Immigrants choose different jobs from native-born Americans. Low-skilled immigrants are disproportionately represented in the service, construction, and agricultural sectors, with occupations such as janitors, landscapers, tailors, plasterers, stucco masons, and farmworkers.

They come to be fruit pickers, as well as janitors and housekeepers, jobs native-born Americans typically do not choose as careers. However, immigrants are not found as crossing guards and funeral service workers, low-skill jobs preferred by Americans. Government, education, health, and social services, are sectors that employ few immigrants. Just looking at the fields of work that immigrants enter into compared to native-Americans, the fields that native-Americans enter compared to immigrants vary quite substantially in terms of how many occupy a given field.


For instance, Almost 8% of immigrants work in food service, compared with 5% of native-born workers. Almost 9% of immigrants are employed in building, grounds keeping, and maintenance, but only 3% of native-born Americans are. In contrast, nearly a quarter of native-born workers are employed in sales and office occupations, compared with 17% of immigrants. Among immigrants, 13% are employed in natural resources, construction, and maintenance occupations, whereas only 8% of native-born workers belong to this category.

Another key consideration is how much is invested by our government into our universities at the higher education level.
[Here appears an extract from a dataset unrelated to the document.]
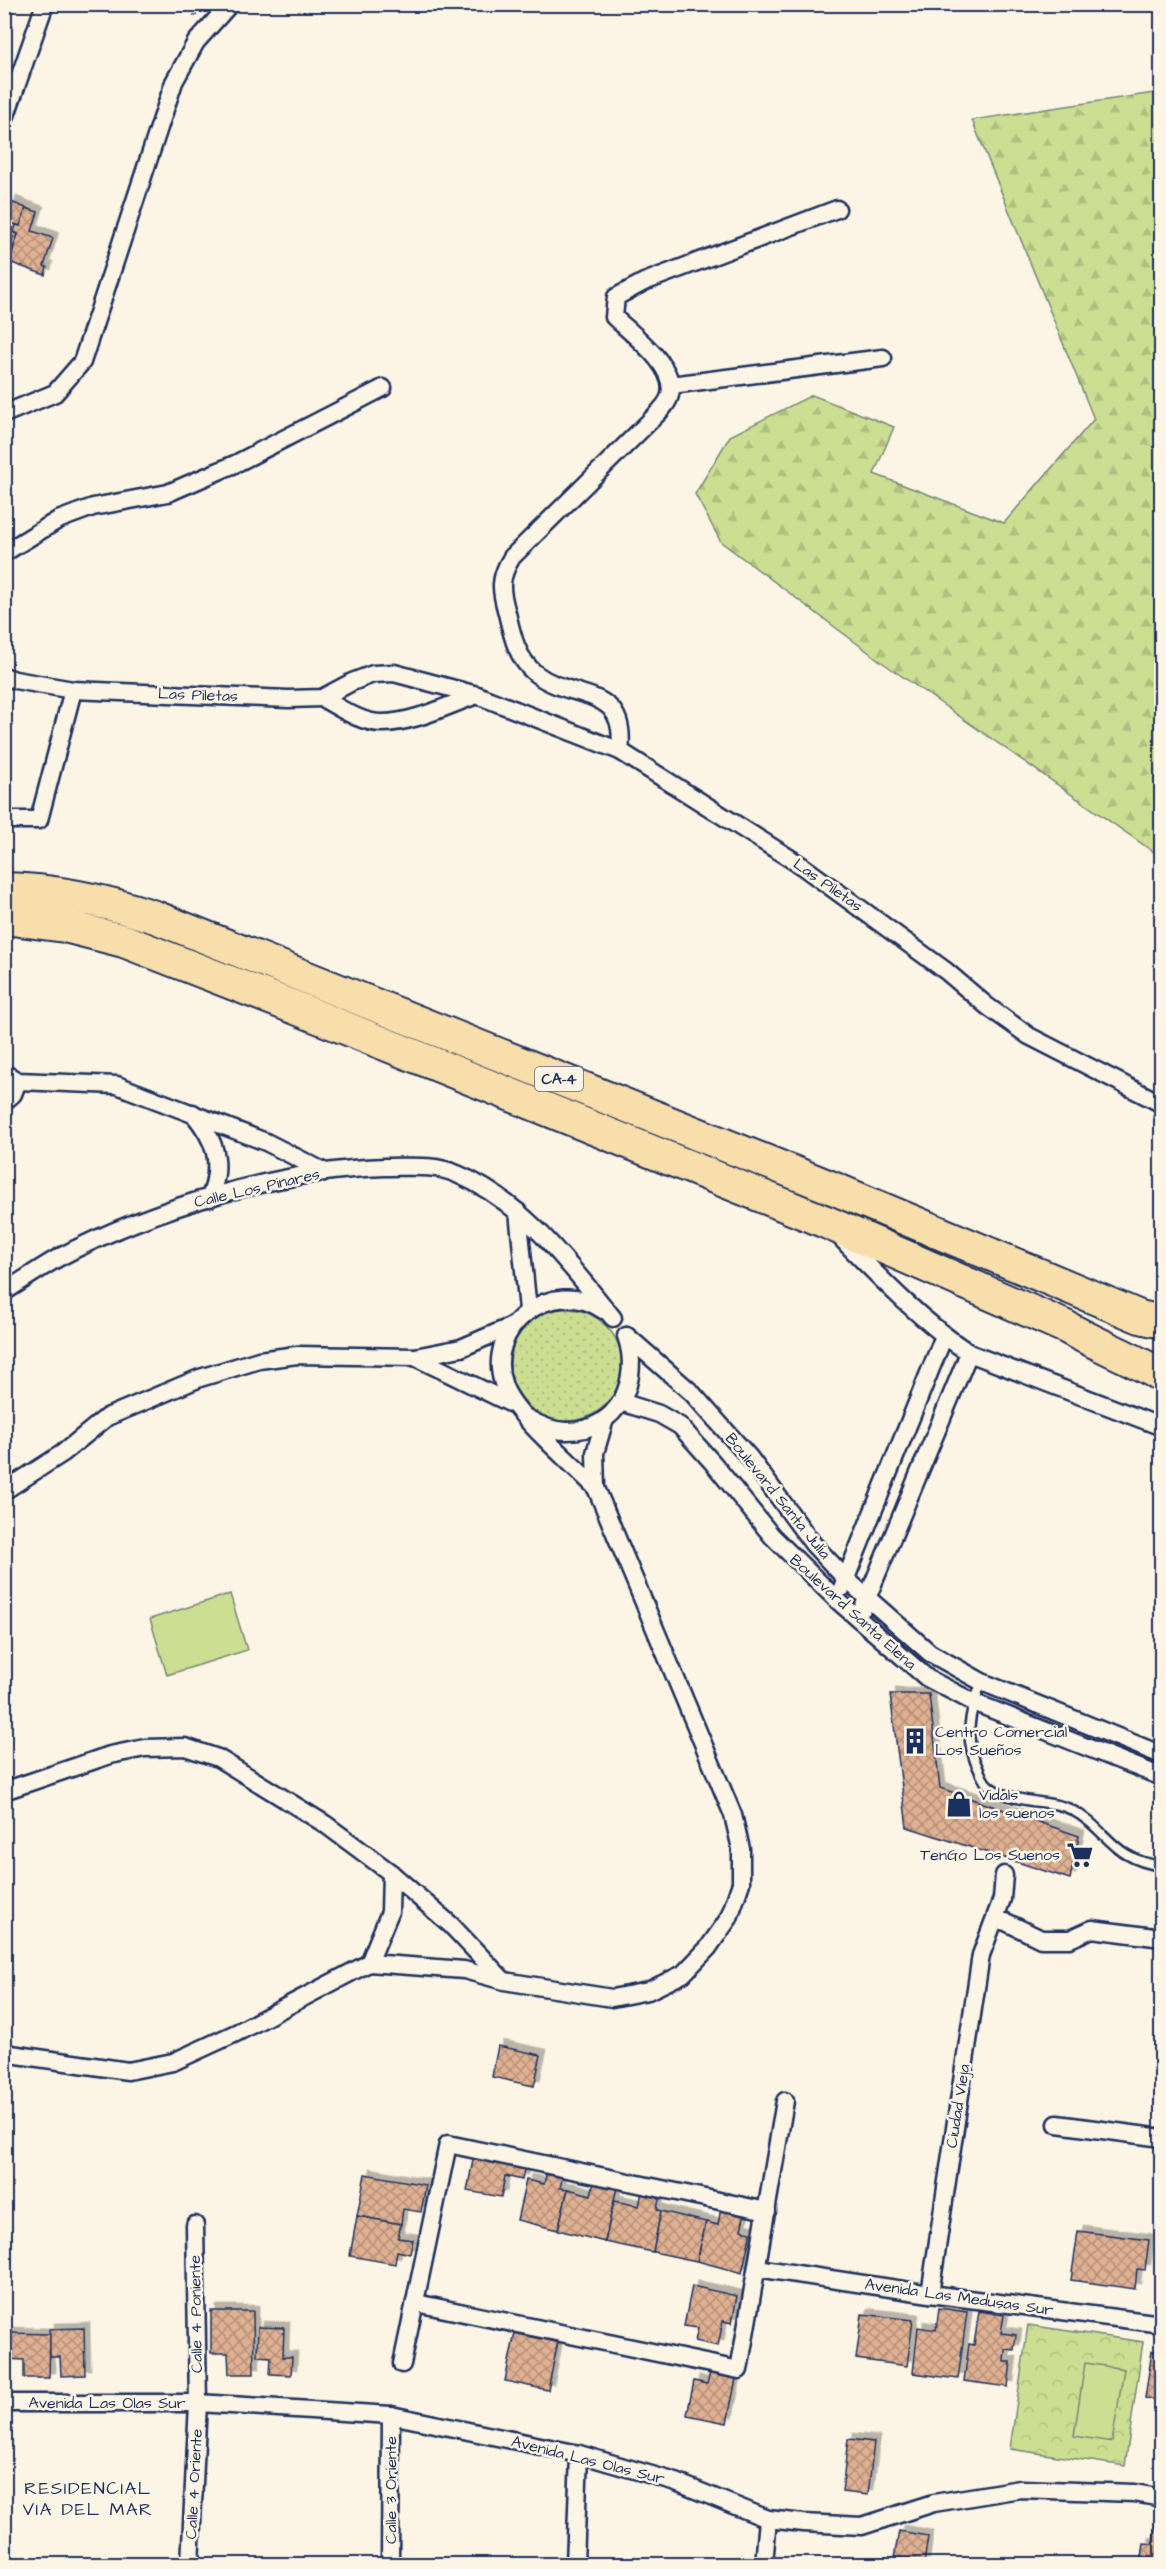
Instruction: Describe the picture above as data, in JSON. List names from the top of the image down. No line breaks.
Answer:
{"streets":{"highway":["CA-4"],"street":["Las Piletas","Calle Los Pinares","Boulevard Santa Julia","Boulevard Santa Elena","Ciudad Vieja","Avenida Las Medusas Sur","Calle 4 Poniente","Avenida Las Olas Sur","Calle 4 Oriente","Calle 3 Oriente"]},"crossings":[["Calle Los Pinares","Boulevard Santa Julia"],["Calle Los Pinares","Boulevard Santa Elena"],["Boulevard Santa Julia","Boulevard Santa Elena"],["Ciudad Vieja","Avenida Las Medusas Sur"],["Calle 4 Poniente","Avenida Las Olas Sur"],["Calle 4 Poniente","Calle 4 Oriente"],["Avenida Las Olas Sur","Calle 4 Oriente"],["Avenida Las Olas Sur","Calle 3 Oriente"]],"districts":["RESIDENCIAL VIA DEL MAR"],"places":{"building":["Centro Comercial Los Sueños"],"shop":["Vidals los suenos"],"supermarket":["TenGo Los Suenos"]}}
The National Science Foundation data show that 176,000 foreign graduate students studied science and engineering in American universities in 2010. In 2009, the most recent data available, the federal government spent more than $63 billion on science and engineering research at American universities and research institutions. This funding helps finance Ph.D. programs, which are heavily populated with foreign students. More than $35 billion of this research spending is through the Department of Health and Human Services. Other funders include the Defense Department, at $6.8 billion, and the Department of Energy, at $7.2 billion.
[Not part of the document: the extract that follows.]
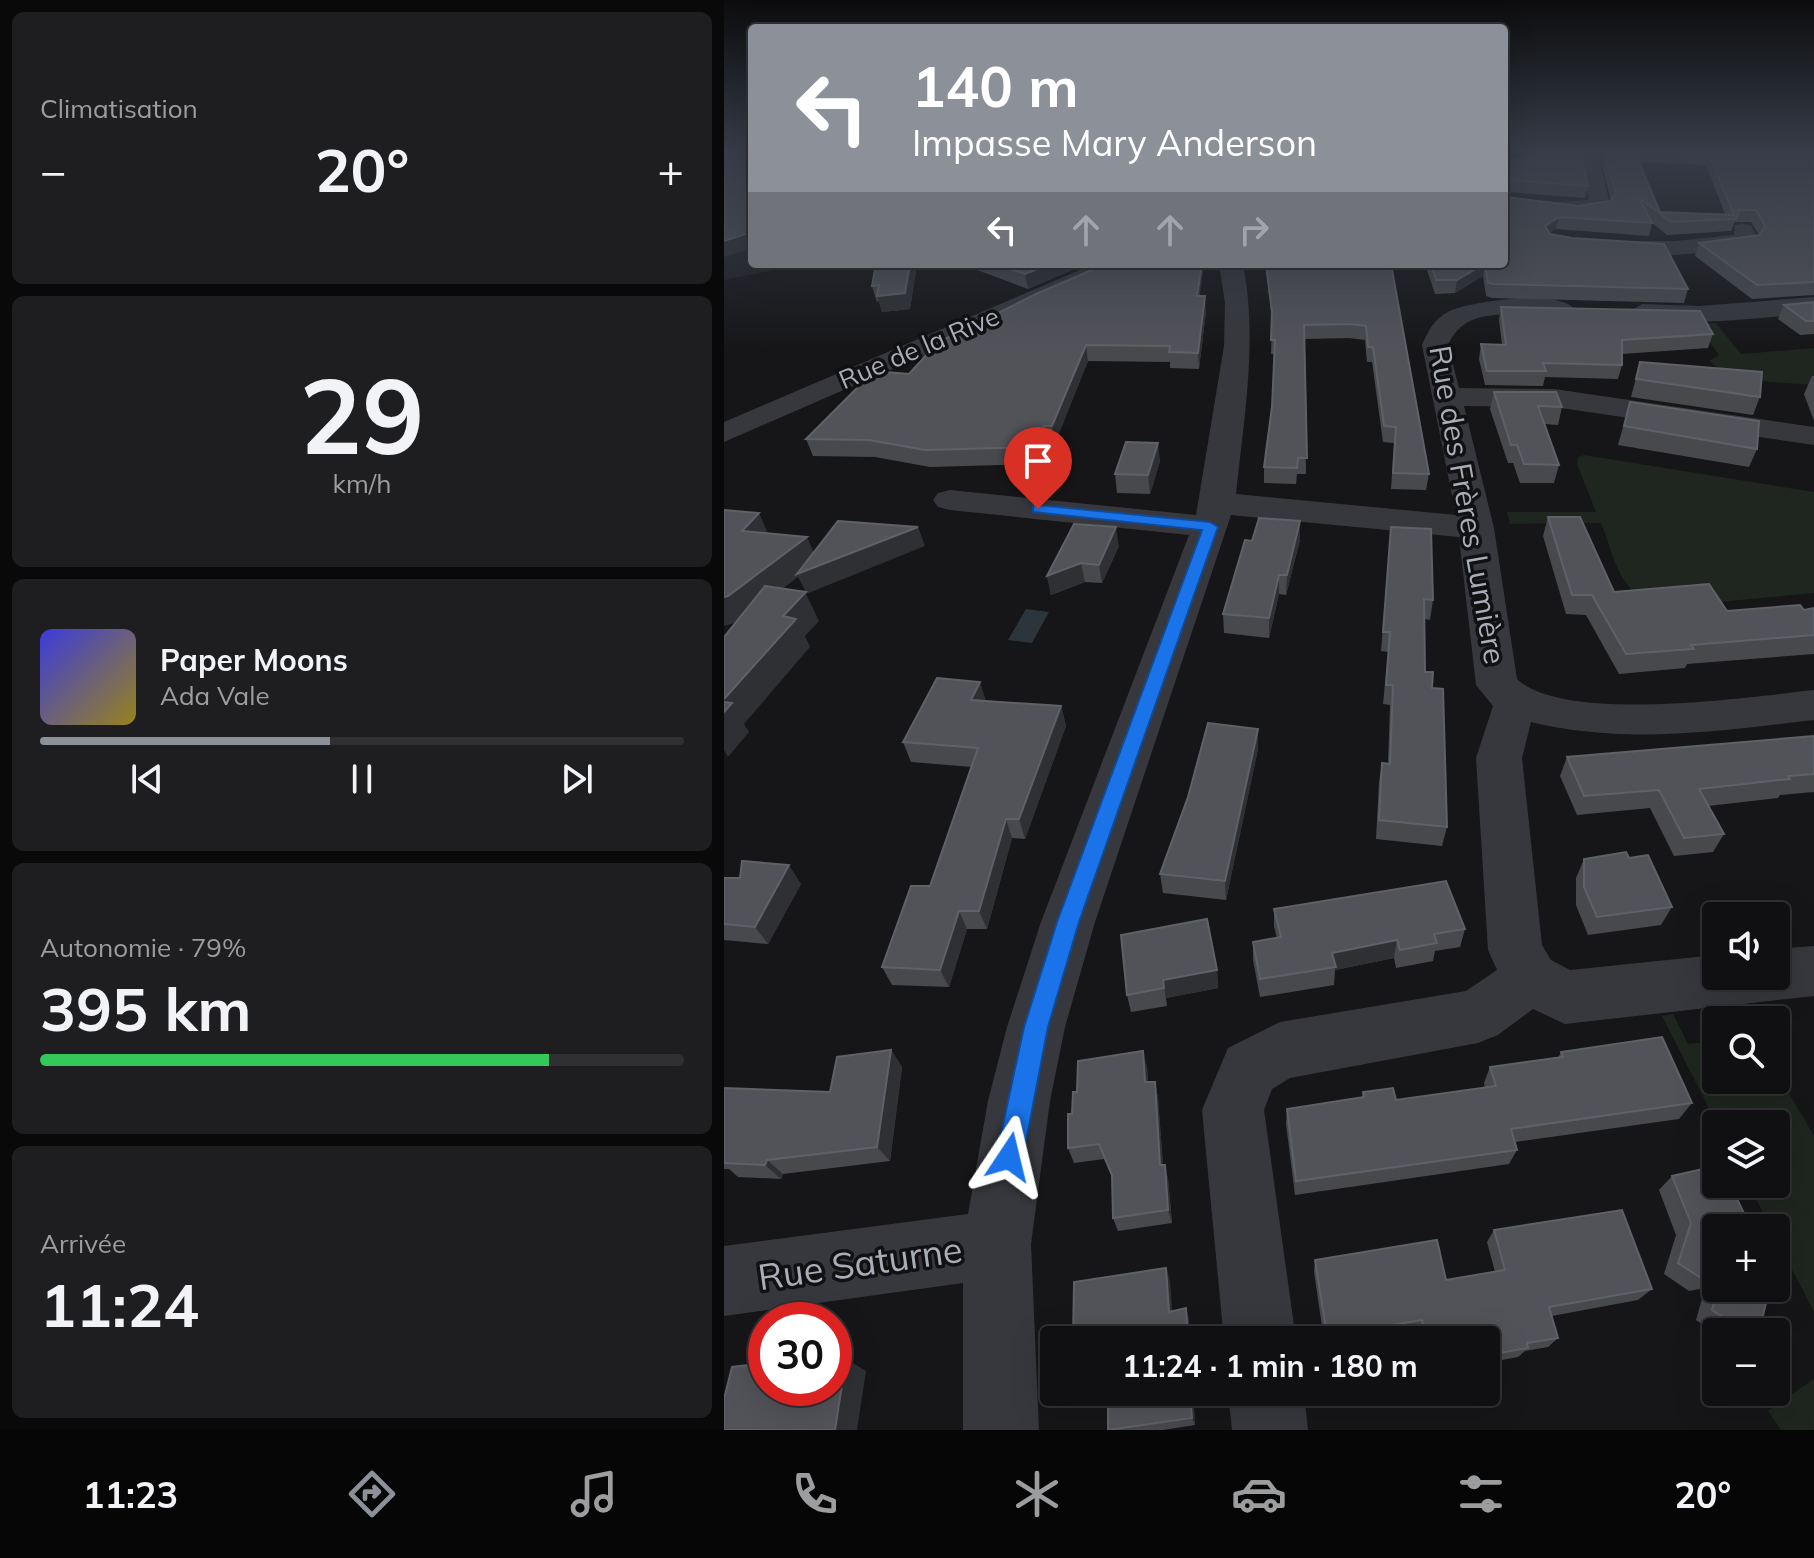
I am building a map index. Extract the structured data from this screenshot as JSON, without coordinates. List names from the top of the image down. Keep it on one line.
{"streets":{"street":["Rue de la Rive","Rue des Frères Lumière","Rue Saturne"]},"page":{"tile":["Climatisation",["29","km/h"],["Autonomie · 79%","395 km"],["Arrivée","11:24"]],"turn":["140 m","Impasse Mary Anderson"],"heat":["−","20°","+"],"song":["Paper Moons","Ada Vale"],"map_buttons":["+","−"],"limit":"30","trip":"11:24 · 1 min · 180 m","tabs":["11:23","20°"]}}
When comparing the number of recipients of doctoral and graduate degrees, 52% of doctorate recipients in engineering and 40% of graduate students in the physical sciences were foreign-born temporary U.S. residents in 2011. By making it difficult for high-skill workers to stay in America, Congress is dissipating the value America receives from private and taxpayers’ investments in research. What we have here is a brain drain effect where our investment into higher educated individuals end up leaving the U.S. for another country and taking that education with them that they received from our world leading research institutes.

If filling the gaps in work fields that native-Americans do not occupy or keeping higher educated individuals here are not sufficient reasons for immigration reform, consider the economic impact in taxes alone for those who worked in the U.S. echnology Policy Institute fellow Arlene Holen, using Congressional Budget Office methodology, has estimated that if no green card or H-1B visa constraints had existed in the period 2003 to 2007, an additional 182,000 foreign graduates in science and technology fields would have remained in America. Their contribution to GDP would have been $14 billion in 2008, including $2.7 to $3.6 billion in tax payments. Three hundred thousand H-1B visa holders would also have remained in the U.S. labor force, earning $23 billion in 2008 and generating $34 to $47 billion in tax revenue over the next decade. That is a substantial amount of money that could be used towards the deficit our government has accrued.

In the end, there are plenty of reasons for how making immigration changes will benefit our economy and the American workforce. By making substantial changes to our immigration laws, immigrants can stay and apply those skills we desperately need in our labor force to help improve our economy.